Animal studies were approved by the Ethics Committee of the National Cancer Institute of Mexico and the Institutional Committee of Animal Care and Use and conducted in accordance with federal laws in adherence with the Mexican Official Norm (NOM-062-ZOO-1999) policy. Six-week-old male BALB/c nu/nu mice (Harlan Laboratories) received 10⁶ NIH 3T3 cells or NIH-Ras cells injected in 0.1 mL PBS through the tail vein. Five mice were inoculated with NIH 3T3 cells, nine mice with NIH-Ras cells, and six mice with NIH-Ras cells. Two days later, the animals in the last group were treated intraperitoneally with hydralazine at 5 mg/kg body weight and valproic acid 300 mg/kg body weight every day for 1 month. After 4 weeks, mice were killed by cervical dislocation under anesthesia to assess the presence of metastases in the internal organs. Macroscopic examinations were carried out for all internal organs, including lungs, and microscopic examination of lung metastases was performed on multiple sections of formalin-fixed, paraffin-embedded lung tissue stained with H&E. Metastatic lesion counts in the lungs of each mouse were carried out by microscopic examination.

Statistical analysis

Unless specified, results are expressed as mean ± SD of data collected from at least three independent experiments carried out in triplicate.
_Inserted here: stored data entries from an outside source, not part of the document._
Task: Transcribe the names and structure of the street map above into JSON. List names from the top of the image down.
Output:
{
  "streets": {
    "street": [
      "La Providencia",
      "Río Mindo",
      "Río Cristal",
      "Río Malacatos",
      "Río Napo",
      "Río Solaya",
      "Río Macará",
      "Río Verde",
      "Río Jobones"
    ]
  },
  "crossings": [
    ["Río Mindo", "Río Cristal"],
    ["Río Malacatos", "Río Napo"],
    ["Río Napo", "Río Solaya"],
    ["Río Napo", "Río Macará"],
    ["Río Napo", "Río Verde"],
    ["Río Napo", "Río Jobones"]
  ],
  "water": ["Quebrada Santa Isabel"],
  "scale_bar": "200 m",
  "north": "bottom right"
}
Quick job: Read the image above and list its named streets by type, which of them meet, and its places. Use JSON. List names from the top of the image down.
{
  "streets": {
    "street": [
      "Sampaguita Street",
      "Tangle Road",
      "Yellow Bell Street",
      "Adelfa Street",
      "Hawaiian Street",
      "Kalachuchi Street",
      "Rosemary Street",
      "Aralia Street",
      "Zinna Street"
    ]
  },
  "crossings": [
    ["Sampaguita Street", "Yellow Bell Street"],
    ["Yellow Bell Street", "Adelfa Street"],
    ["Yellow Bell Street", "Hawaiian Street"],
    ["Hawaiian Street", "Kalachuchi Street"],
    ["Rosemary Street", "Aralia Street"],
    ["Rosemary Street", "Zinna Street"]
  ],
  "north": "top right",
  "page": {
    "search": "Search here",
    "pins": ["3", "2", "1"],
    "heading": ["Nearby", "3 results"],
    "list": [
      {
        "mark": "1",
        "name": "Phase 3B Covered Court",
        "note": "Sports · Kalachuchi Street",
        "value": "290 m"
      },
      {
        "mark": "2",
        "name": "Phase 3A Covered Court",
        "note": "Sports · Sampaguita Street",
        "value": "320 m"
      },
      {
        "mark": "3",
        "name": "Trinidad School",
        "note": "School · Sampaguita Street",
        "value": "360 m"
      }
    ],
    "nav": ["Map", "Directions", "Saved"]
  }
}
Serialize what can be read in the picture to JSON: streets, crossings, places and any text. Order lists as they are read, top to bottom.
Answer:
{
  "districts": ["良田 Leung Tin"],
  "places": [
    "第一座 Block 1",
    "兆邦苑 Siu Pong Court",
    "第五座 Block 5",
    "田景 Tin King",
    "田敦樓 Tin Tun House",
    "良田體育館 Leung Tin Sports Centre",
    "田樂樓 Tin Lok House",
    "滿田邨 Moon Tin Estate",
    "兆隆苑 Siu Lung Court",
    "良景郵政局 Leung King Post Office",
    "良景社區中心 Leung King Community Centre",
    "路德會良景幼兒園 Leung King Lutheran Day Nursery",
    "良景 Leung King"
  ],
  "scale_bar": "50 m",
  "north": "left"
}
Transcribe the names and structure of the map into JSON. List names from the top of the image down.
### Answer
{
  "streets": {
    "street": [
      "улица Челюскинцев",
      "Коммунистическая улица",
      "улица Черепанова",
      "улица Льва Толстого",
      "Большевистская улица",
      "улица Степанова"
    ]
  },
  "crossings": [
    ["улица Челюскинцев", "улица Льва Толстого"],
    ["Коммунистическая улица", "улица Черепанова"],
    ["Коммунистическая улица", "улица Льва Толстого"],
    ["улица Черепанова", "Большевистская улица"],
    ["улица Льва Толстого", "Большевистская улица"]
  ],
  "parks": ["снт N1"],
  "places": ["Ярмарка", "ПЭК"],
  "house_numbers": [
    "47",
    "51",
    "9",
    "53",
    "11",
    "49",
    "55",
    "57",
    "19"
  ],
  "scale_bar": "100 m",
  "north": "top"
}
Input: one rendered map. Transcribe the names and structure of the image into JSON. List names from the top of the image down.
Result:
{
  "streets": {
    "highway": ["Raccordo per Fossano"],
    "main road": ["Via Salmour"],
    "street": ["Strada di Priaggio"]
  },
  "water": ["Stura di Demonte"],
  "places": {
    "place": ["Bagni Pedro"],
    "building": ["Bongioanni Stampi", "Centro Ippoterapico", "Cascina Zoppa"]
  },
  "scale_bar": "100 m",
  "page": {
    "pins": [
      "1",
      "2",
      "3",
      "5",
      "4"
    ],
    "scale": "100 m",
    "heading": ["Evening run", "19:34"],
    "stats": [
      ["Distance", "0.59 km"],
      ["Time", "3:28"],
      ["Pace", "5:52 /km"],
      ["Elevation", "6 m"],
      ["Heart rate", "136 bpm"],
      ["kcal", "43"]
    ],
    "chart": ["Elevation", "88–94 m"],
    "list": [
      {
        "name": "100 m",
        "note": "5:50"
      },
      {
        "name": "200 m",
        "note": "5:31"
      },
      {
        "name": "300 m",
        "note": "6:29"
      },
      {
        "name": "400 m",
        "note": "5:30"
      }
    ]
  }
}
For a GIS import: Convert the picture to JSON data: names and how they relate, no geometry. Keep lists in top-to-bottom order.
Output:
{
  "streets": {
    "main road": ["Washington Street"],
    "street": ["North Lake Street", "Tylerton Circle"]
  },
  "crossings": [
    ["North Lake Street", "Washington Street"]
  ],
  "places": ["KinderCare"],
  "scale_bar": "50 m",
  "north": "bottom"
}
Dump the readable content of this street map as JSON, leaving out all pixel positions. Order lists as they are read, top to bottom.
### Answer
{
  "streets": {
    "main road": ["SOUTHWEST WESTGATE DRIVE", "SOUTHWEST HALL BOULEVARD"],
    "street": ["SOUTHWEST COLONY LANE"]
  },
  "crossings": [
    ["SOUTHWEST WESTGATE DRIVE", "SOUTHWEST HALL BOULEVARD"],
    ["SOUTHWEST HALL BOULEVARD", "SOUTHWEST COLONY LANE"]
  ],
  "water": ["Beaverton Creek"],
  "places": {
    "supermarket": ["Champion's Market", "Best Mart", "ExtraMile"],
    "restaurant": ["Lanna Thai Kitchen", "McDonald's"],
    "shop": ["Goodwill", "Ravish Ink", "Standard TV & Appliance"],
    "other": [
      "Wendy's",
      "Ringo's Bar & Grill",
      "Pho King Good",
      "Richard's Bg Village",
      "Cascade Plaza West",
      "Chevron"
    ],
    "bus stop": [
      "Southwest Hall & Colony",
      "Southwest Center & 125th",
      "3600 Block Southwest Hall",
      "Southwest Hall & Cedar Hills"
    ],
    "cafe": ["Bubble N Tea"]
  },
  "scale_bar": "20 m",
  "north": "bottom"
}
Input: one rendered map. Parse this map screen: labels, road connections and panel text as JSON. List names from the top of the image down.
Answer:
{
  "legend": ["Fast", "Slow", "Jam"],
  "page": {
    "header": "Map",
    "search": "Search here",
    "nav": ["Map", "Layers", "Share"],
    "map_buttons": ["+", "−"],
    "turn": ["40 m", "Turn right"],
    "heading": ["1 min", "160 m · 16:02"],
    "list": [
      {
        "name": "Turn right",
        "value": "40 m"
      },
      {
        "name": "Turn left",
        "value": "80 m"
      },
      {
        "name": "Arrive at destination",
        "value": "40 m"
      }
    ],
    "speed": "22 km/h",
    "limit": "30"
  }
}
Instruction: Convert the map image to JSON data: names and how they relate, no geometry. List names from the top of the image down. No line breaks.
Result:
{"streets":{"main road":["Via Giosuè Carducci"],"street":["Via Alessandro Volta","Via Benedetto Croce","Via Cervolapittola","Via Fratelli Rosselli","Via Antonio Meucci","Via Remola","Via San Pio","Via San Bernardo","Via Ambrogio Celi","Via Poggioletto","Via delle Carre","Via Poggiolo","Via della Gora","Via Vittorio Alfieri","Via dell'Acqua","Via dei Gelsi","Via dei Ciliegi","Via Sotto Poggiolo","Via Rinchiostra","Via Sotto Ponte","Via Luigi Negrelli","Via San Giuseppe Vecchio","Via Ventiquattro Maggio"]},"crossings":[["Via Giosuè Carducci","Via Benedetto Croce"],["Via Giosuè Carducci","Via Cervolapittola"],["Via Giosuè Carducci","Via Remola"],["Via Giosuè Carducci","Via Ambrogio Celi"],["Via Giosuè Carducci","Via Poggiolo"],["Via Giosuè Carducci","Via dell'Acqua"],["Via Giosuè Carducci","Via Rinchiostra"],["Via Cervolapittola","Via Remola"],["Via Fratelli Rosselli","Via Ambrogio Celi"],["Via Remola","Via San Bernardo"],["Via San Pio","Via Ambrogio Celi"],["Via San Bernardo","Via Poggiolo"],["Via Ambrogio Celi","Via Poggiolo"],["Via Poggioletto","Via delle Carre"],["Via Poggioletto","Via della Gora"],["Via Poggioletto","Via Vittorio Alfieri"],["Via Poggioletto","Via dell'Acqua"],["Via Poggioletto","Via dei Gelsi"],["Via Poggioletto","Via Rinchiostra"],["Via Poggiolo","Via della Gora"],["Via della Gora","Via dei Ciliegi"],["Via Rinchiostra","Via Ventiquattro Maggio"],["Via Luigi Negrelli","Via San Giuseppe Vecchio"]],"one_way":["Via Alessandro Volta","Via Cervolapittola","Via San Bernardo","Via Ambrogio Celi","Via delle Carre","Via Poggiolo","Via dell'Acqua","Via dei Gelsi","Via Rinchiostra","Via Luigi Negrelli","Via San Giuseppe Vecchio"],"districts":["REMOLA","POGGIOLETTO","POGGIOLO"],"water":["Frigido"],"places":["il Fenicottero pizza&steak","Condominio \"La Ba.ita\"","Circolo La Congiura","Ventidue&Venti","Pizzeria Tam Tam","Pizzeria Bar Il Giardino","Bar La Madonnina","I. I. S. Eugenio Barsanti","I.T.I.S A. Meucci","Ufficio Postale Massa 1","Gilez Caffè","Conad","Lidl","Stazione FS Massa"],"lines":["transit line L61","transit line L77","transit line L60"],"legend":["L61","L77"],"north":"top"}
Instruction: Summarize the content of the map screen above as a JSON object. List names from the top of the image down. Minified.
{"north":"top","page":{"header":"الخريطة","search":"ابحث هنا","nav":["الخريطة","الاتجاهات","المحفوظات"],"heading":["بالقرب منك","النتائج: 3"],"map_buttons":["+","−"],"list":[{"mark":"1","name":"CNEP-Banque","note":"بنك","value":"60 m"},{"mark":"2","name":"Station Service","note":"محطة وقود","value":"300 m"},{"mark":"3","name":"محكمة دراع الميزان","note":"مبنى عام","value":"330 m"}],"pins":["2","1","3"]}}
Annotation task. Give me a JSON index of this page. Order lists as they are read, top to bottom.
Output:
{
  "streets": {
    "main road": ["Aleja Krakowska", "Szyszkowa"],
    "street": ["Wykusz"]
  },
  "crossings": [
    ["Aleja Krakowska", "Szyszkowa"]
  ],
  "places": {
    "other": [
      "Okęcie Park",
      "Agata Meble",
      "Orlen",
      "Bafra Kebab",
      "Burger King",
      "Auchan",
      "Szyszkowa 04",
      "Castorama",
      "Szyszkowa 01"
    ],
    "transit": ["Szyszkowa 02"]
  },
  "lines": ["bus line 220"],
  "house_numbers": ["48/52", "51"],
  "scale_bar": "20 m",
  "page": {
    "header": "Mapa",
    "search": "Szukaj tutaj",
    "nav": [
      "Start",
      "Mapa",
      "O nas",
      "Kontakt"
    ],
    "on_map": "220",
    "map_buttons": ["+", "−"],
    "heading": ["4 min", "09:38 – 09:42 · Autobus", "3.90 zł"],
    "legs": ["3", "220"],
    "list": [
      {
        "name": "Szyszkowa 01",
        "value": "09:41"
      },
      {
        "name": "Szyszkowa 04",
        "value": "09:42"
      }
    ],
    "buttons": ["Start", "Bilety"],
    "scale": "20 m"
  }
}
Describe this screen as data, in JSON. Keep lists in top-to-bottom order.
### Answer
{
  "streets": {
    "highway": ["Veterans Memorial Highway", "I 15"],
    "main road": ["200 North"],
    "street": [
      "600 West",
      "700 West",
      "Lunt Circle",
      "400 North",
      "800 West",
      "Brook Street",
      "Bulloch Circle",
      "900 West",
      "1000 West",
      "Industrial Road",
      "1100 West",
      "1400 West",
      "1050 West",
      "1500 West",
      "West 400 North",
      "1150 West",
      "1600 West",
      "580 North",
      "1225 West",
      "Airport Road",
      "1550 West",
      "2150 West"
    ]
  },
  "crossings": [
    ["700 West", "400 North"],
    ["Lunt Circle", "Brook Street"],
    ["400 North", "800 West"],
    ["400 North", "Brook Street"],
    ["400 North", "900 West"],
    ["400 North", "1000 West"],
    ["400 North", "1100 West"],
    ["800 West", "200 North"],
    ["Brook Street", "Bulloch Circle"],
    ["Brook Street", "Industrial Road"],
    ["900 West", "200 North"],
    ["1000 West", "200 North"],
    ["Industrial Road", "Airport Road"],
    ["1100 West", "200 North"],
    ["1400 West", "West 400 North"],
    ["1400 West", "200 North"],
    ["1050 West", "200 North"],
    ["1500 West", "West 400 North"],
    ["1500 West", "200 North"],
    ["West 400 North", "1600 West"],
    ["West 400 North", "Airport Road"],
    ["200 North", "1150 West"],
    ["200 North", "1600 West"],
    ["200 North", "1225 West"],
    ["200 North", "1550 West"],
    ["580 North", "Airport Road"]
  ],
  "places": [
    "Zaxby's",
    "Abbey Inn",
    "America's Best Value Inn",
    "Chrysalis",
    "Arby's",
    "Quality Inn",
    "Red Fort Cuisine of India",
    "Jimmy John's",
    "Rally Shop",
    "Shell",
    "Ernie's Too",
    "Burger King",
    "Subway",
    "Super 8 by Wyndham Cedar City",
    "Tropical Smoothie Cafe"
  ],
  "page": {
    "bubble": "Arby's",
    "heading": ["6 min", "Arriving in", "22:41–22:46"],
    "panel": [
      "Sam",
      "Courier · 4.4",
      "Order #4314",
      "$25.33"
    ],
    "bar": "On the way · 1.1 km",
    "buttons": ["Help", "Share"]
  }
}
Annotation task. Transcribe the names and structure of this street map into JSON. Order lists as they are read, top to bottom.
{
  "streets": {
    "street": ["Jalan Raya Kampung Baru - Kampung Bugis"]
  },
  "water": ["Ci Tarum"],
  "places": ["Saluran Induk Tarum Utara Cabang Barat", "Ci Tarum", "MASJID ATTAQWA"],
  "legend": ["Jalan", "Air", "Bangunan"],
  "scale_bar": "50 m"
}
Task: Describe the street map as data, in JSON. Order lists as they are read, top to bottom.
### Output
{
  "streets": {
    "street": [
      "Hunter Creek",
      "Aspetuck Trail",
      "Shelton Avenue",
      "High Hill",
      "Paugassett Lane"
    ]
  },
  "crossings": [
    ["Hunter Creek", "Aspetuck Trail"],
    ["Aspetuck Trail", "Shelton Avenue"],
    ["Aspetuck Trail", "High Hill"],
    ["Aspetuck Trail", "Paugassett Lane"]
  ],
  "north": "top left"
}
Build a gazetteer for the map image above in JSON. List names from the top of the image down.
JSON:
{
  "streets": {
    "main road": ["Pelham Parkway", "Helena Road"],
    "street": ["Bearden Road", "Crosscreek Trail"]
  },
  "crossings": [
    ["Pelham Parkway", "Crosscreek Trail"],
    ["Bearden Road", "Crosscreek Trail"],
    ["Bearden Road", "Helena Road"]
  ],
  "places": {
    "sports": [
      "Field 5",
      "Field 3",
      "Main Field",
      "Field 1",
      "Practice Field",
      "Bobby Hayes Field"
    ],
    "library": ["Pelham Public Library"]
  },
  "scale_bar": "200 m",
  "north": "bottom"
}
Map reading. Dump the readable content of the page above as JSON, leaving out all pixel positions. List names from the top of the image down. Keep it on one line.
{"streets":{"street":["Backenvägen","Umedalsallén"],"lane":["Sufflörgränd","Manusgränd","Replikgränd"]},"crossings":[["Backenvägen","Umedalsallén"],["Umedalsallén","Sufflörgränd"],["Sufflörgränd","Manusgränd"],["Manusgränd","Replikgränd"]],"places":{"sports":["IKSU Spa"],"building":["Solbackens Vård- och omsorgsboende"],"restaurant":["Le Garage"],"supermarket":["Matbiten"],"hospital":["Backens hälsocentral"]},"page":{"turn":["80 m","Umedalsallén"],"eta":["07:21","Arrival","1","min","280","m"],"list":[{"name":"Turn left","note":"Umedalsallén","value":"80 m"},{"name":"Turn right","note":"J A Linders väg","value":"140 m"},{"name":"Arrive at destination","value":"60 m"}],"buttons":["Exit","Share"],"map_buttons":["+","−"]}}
Statistical significance was determined using SigmaStat 2.03 or InerStat-A 1.3 software by ANOVA, and P<0.05 was considered significant.

Results

Hydralazine and valproic acid decrease expression of Ras oncogene and viability of NIH 3T3-Ras cells

NIH 3T3 cells stably transfected with mutated (Val¹²) human c-H-RAS gene and cultured under G418 selection, were treated for 5 days with 10 μM hydralazine and 1 mM valproic acid, and then tested for Ras Val12 protein expression. The presence of the transfected Hras oncogene in the NIH 3T3-Ras cell line was confirmed by Western blot, and was found absent in untransfected wild-type cells (Figure 1A). To determine whether NIH 3T3-Ras cells remained viable after 5 days of treatment with hydralazine and valproic acid at 10 μM and 1 mM, respectively, we assayed cell viability. The results showed that after treatment, around 25.01%±1.8% of NIH 3T3-Ras cells remained viable compared to 39.7%±12.1% of wild-type cells (P<0.05; Figure 1B). Morphologically, as expected after transformation, untreated NIH 3T3-Ras cells showed transformed foci, whereas those treated with the combination showed a reduction in transformed foci and some cells showed rounded morphology (Figure 1C).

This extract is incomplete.